In the wake of the disclosure, Lysbakken's conflict of interest in the allocation of funds to the NGO Reform, where he had been a member of the board until assuming his ministerial post, also came to attention.[19] The Norwegian parliament's Standing Committee on Scrutiny and Constitutional Affairs opened a public inquiry into the misuse of public funds under Lysbakken's leadership.[20] As a result of the affair, he resigned as minister on 5 March 2012.[2] Not only Lysbakken, but also one of his State secretaries, Kirsti Bergstø, and the non-political permanent under-secretary of state, Harald Nybøen, resigned as a consequence of the case.[21][22]

His conduct was labeled "political corruption" by anti-corruption watchdog Transparency International's Norwegian branch,[23] a position that was echoed by scholar Petter Gottschalk.[24] Professor of Law, Jan Fridthjof Bernt, however, asserted that while the case was clearly one of poor practice, there were no signs of criminal action.[25] Based on statements by Lysbakken, alleging that "this could have happened in many ministries", the Parliament initiated a wide-reaching inquiry into the ministries' allocations to external beneficiaries. During this inquiry's final hearing, Lysbakken was lauded by opposition leader of the Standing Committee on Scrutiny and Constitutional Affairs, Anders Anundsen, for taking his constitutional responsibility and resigning, and his successor Inga Marte Thorkildsen received praise for taking measures "which could make one of the worst ministries into one of the best" in its allocation practices. The inquiry exposed irregularities in the allocation practices of several ministries.[26]

Political views[edit]

In his 2015 book, Frihet Sammen (Freedom Together), Lysbakken describes himself as a democratic socialist, a male feminist and an environmentalist. He puts inequality and injustice at the centre of his political project, arguing that the left should prioritize the reduction of economic and social inequality. He makes the case that SV is a party rooted as strongly in socialist views as in the green, environmental tradition, and that he sees the question of climate change in terms of intergenerational and international equity.[27] In 2009, he co-authored a book, arguing that the financial crisis demonstrated, among other things, a need for greater economic democracy.[28][29]

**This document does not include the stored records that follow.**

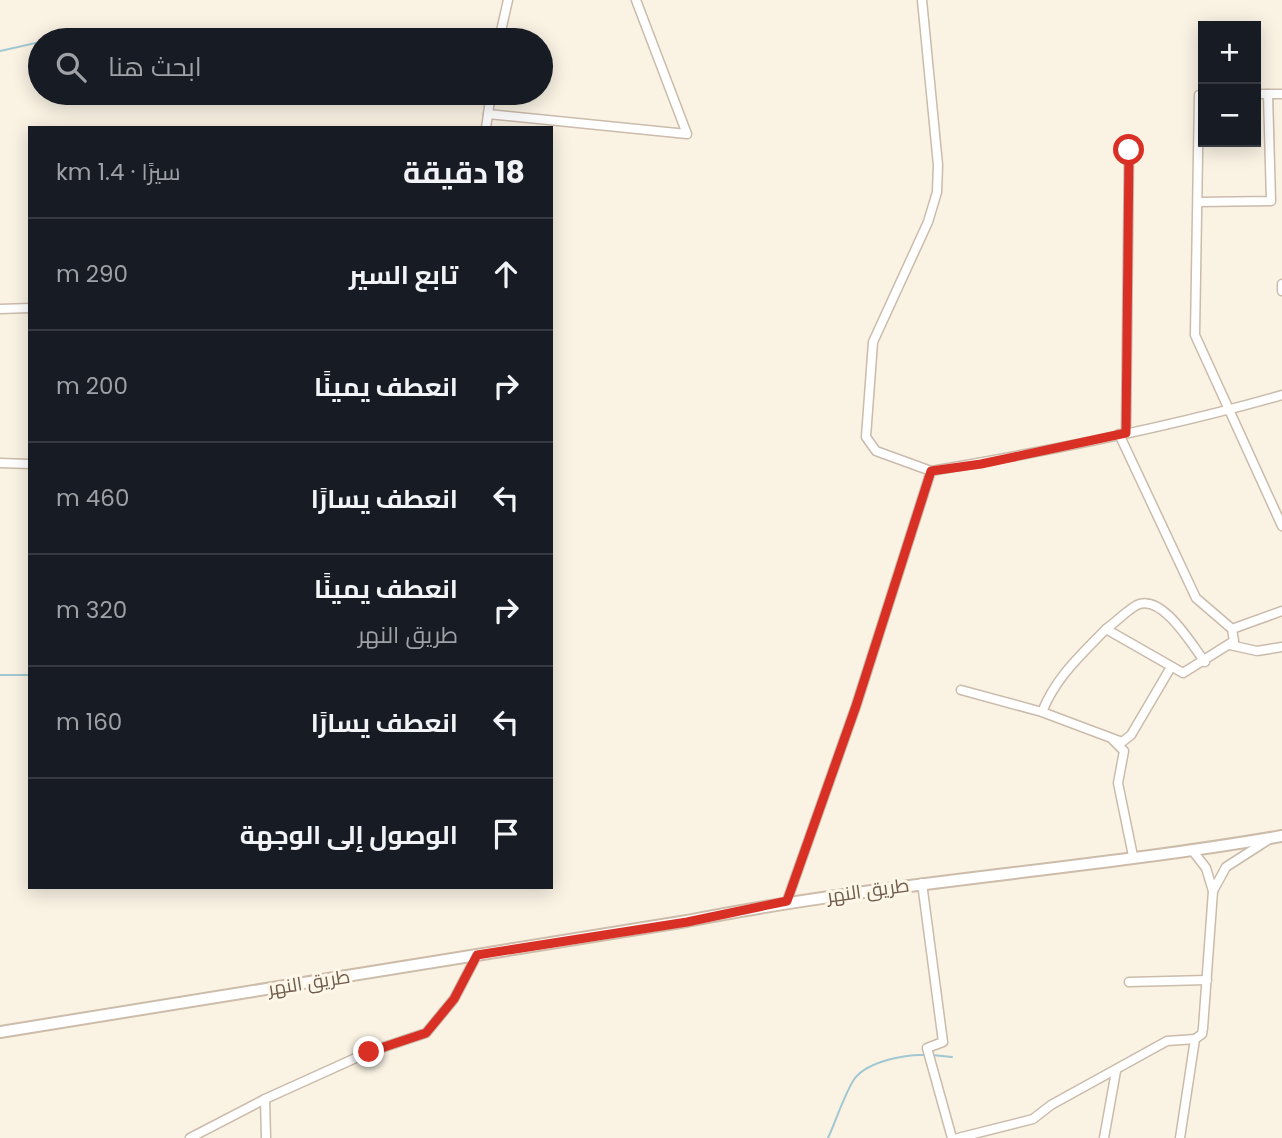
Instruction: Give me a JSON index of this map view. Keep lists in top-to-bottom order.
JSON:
{
  "streets": {
    "main road": ["طريق النهر"]
  },
  "page": {
    "map_buttons": ["+", "−"],
    "search": "ابحث هنا",
    "heading": ["18 دقيقة", "سيرًا · 1.4 km"],
    "list": [
      ["تابع السير", "290 m"],
      ["انعطف يمينًا", "200 m"],
      ["انعطف يسارًا", "460 m"],
      ["انعطف يمينًا", "طريق النهر", "320 m"],
      ["انعطف يسارًا", "160 m"],
      "الوصول إلى الوجهة"
    ]
  }
}
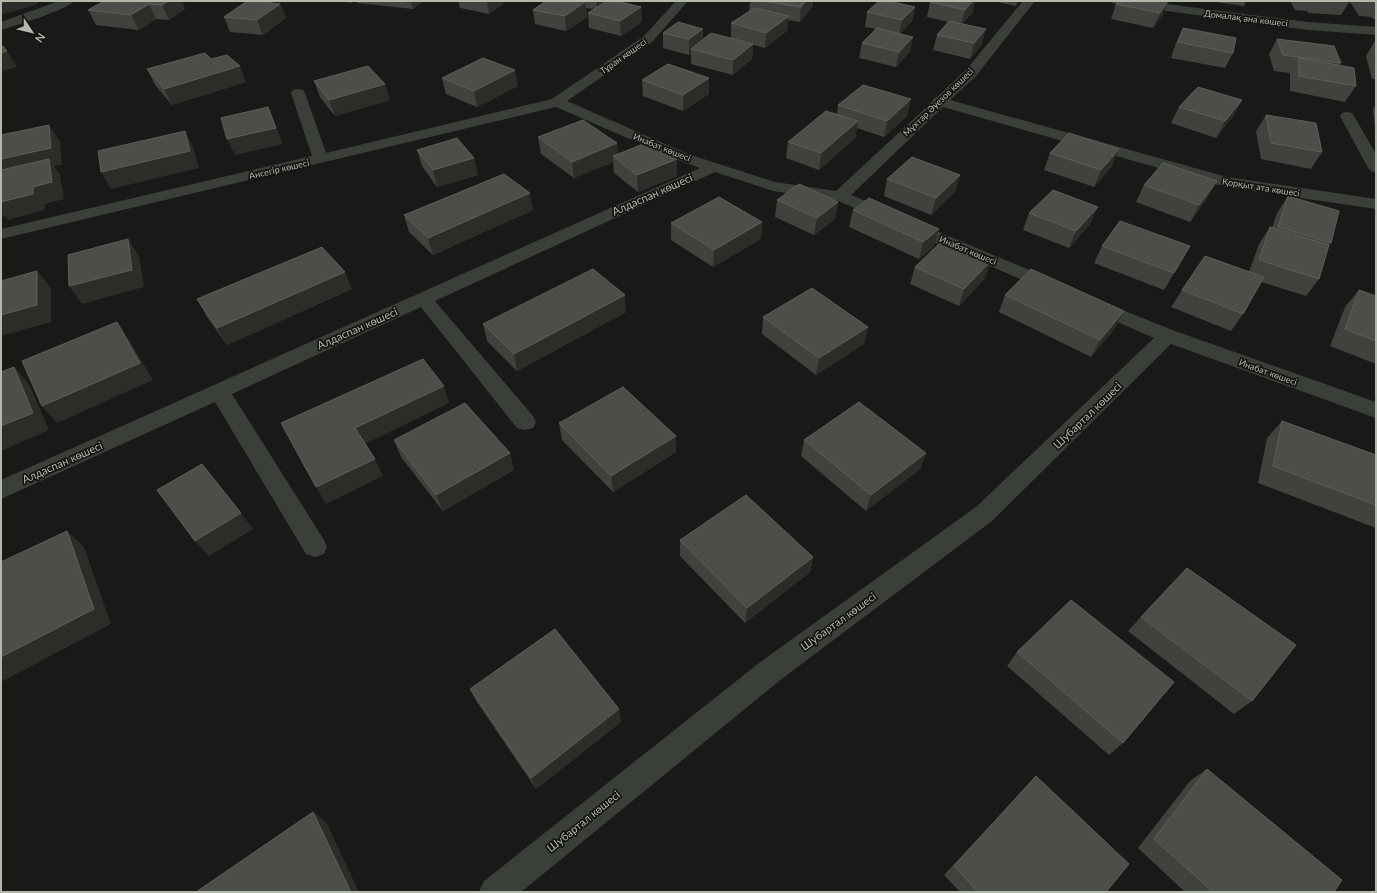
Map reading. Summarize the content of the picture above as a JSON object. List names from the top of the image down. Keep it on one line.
{"streets":{"street":["Домалақ ана көшесі","Тұран көшесі","Мұхтар Әуезов көшесі","Инабат көшесі","Ансегір көшесі","Қорқыт ата көшесі","Алдаспан көшесі","Шубартал көшесі"]},"crossings":[["Тұран көшесі","Инабат көшесі"],["Тұран көшесі","Ансегір көшесі"],["Мұхтар Әуезов көшесі","Инабат көшесі"],["Мұхтар Әуезов көшесі","Қорқыт ата көшесі"],["Инабат көшесі","Ансегір көшесі"],["Инабат көшесі","Алдаспан көшесі"],["Инабат көшесі","Шубартал көшесі"]],"north":"bottom right"}
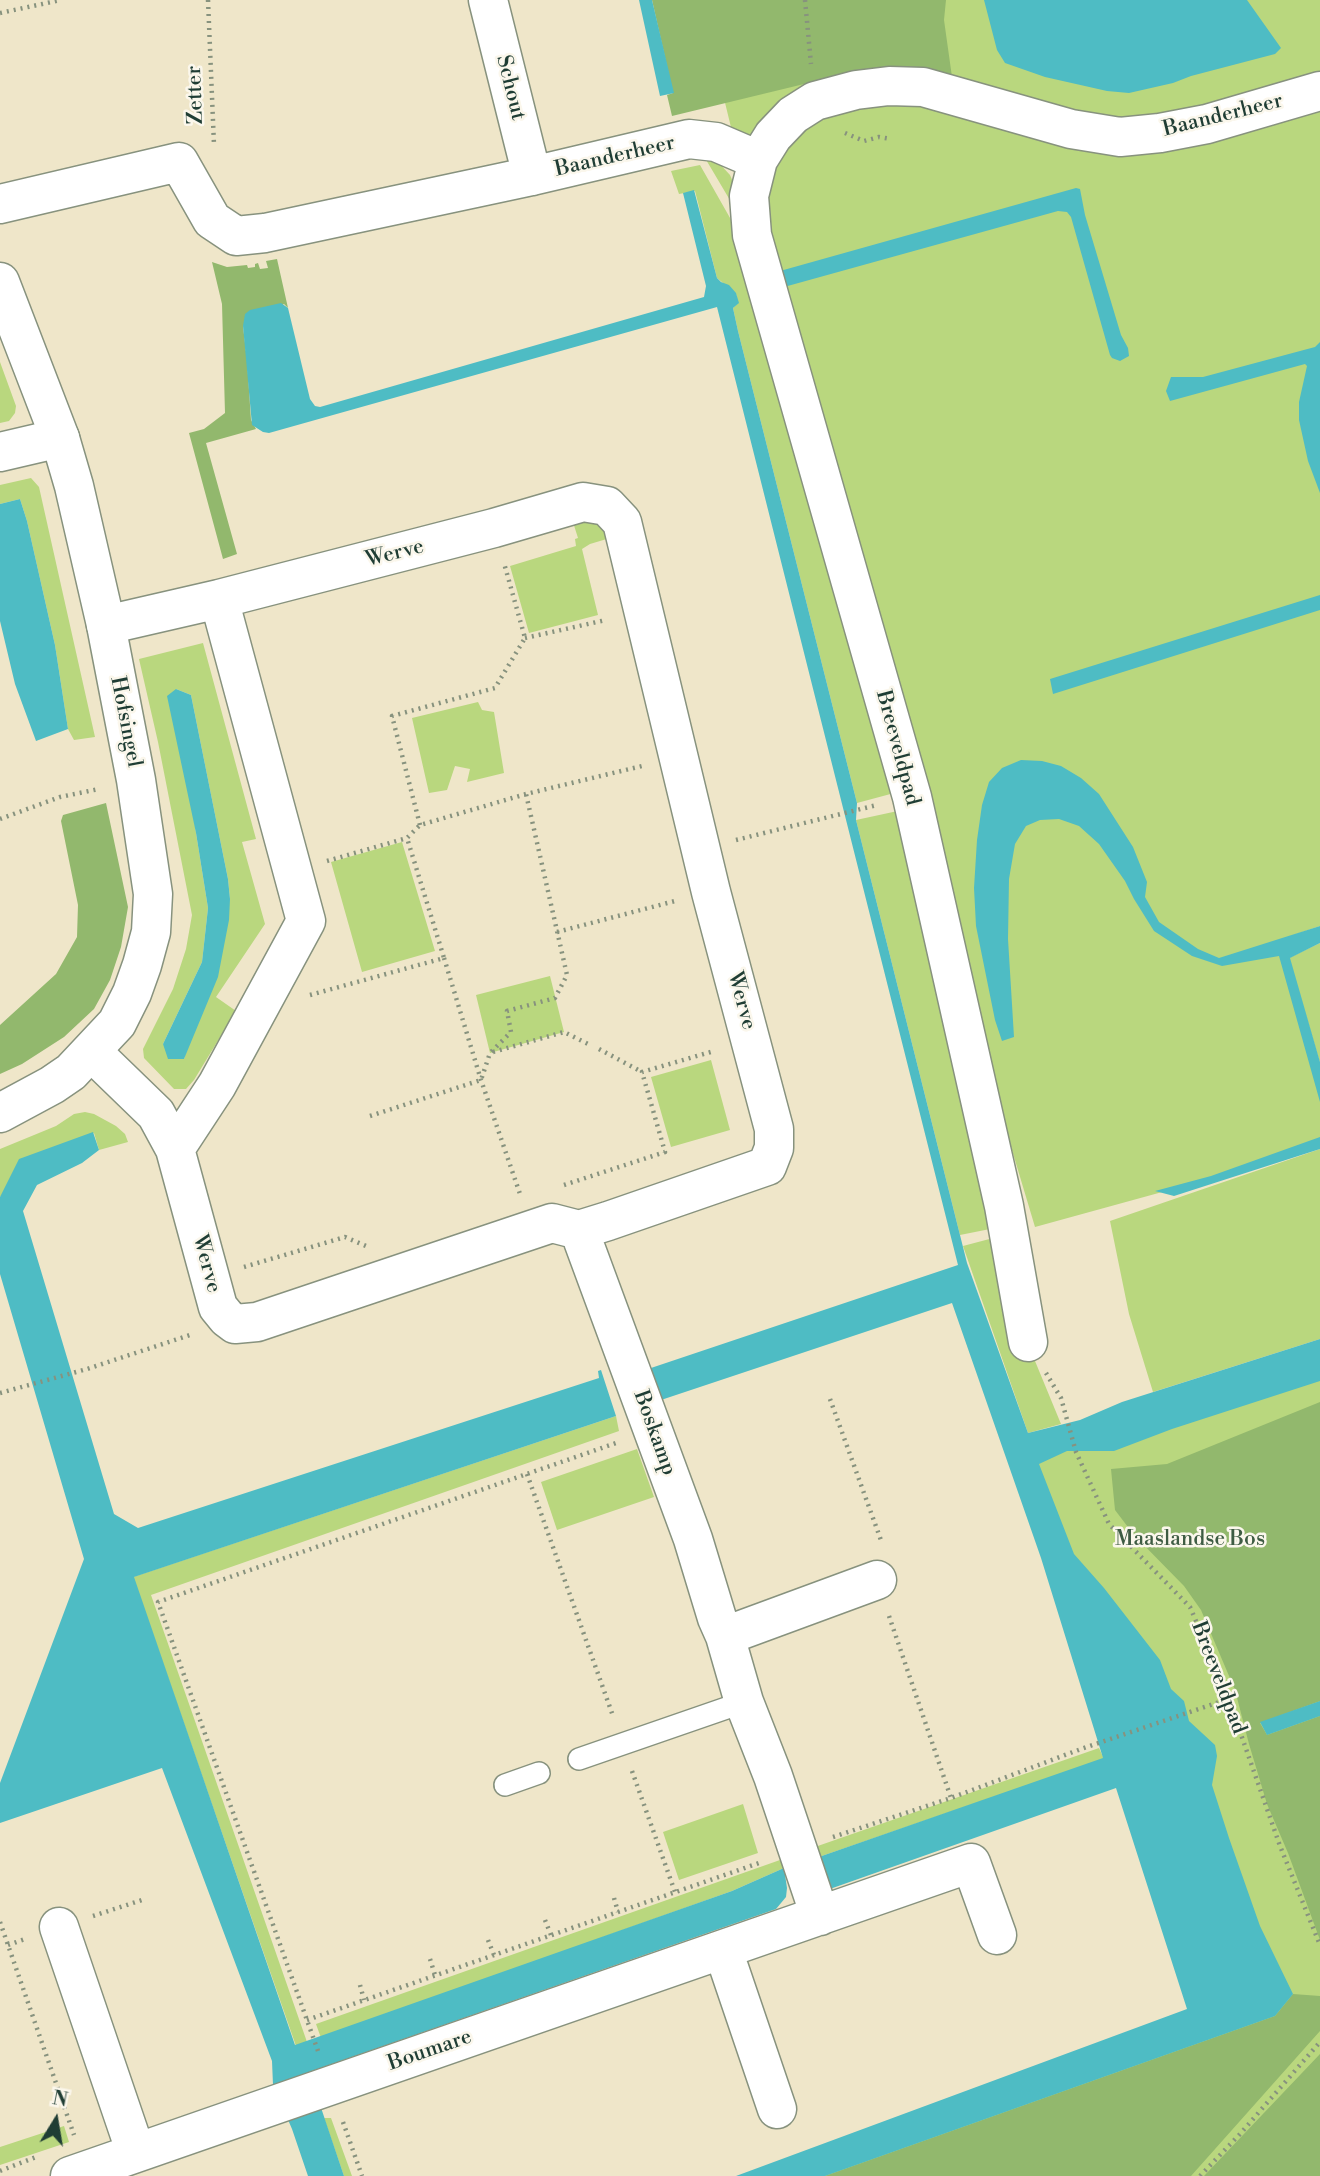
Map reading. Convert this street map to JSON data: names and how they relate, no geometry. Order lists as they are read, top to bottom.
{
  "streets": {
    "street": [
      "Schout",
      "Baanderheer",
      "Werve",
      "Hofsingel",
      "Breeveldpad",
      "Boskamp",
      "Boumare"
    ],
    "path": ["Zetter"]
  },
  "crossings": [
    ["Schout", "Baanderheer"],
    ["Zetter", "Baanderheer"],
    ["Baanderheer", "Breeveldpad"],
    ["Werve", "Hofsingel"],
    ["Werve", "Boskamp"],
    ["Boskamp", "Boumare"]
  ],
  "parks": ["Maaslandse Bos"],
  "north": "top"
}
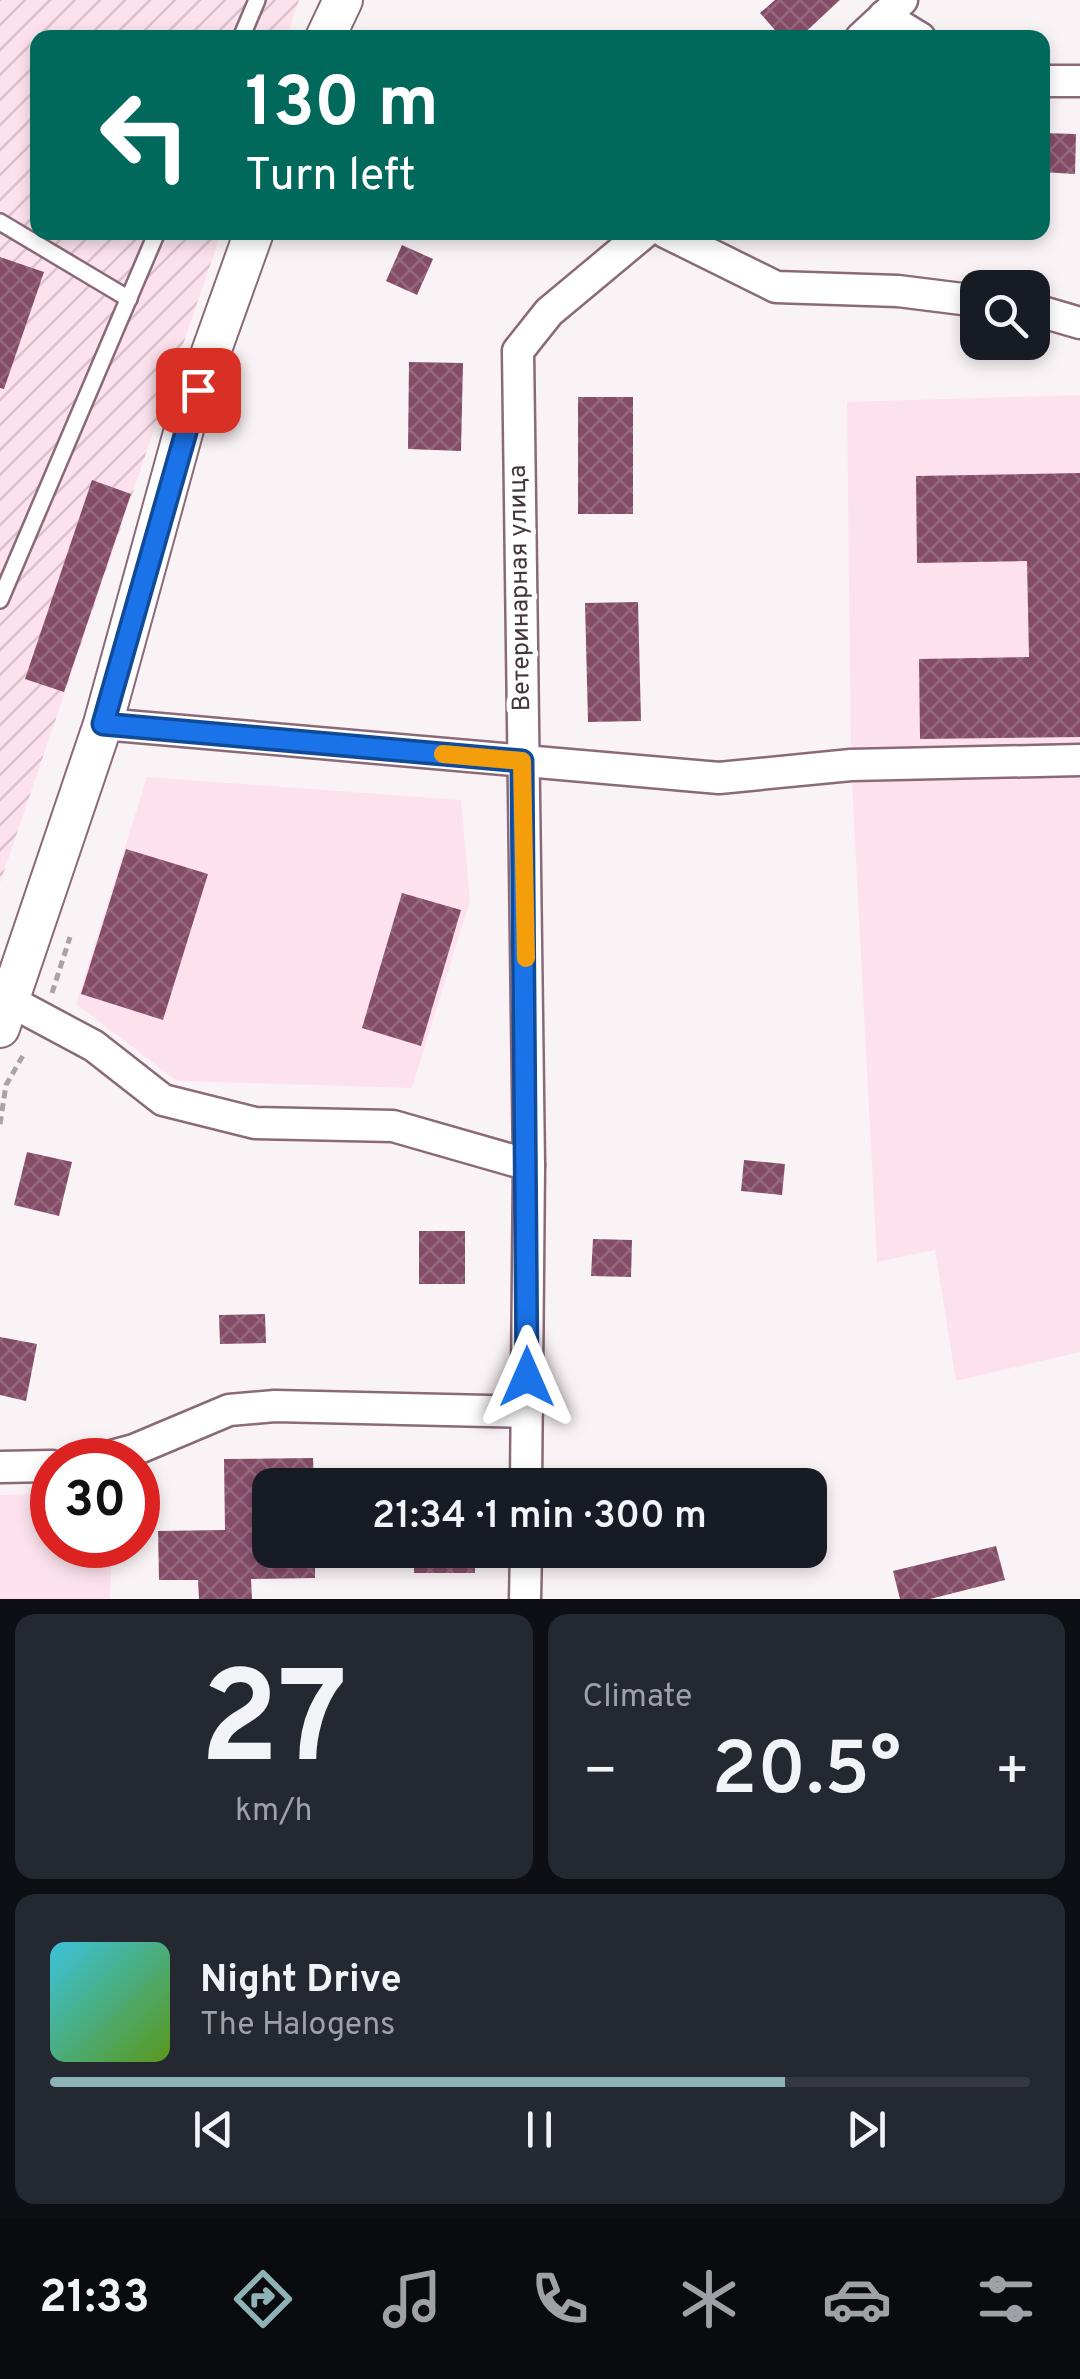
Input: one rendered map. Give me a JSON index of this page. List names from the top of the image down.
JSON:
{
  "streets": {
    "street": ["Ветеринарная улица"]
  },
  "page": {
    "turn": ["130 m", "Turn left"],
    "limit": "30",
    "trip": "21:34 · 1 min · 300 m",
    "tile": [
      ["27", "km/h"],
      "Climate"
    ],
    "heat": ["−", "20.5°", "+"],
    "song": ["Night Drive", "The Halogens"],
    "tabs": "21:33"
  }
}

Earlier, as deputy leader of the Socialist Youth, Lysbakken described himself as a Marxist, and expressed wishes to "abolish capitalism" as well as the Oslo Stock Exchange.[30] In a study booklet for the Socialist Youth that he co-authored, called Manifest 02, he called for a ban on the right to privately own means of production as well as wage labour.[31] He argued for his views in a 2005 interview,[32] and was defended by Prime Minister Stoltenberg when appointed minister in 2009.[33] During his campaign to be elected party leader in 2011, he said that "Ten years ago, when I was elected as a representative to the Parliament, I called myself a revolutionary Marxist. I no longer do. The world has changed, and the Socialist Left has changed."[34]

Personal life[edit]

He is married to Siv Mjaaland, and the couple have three children. Mjaaland has a son from a previous relationship.[35]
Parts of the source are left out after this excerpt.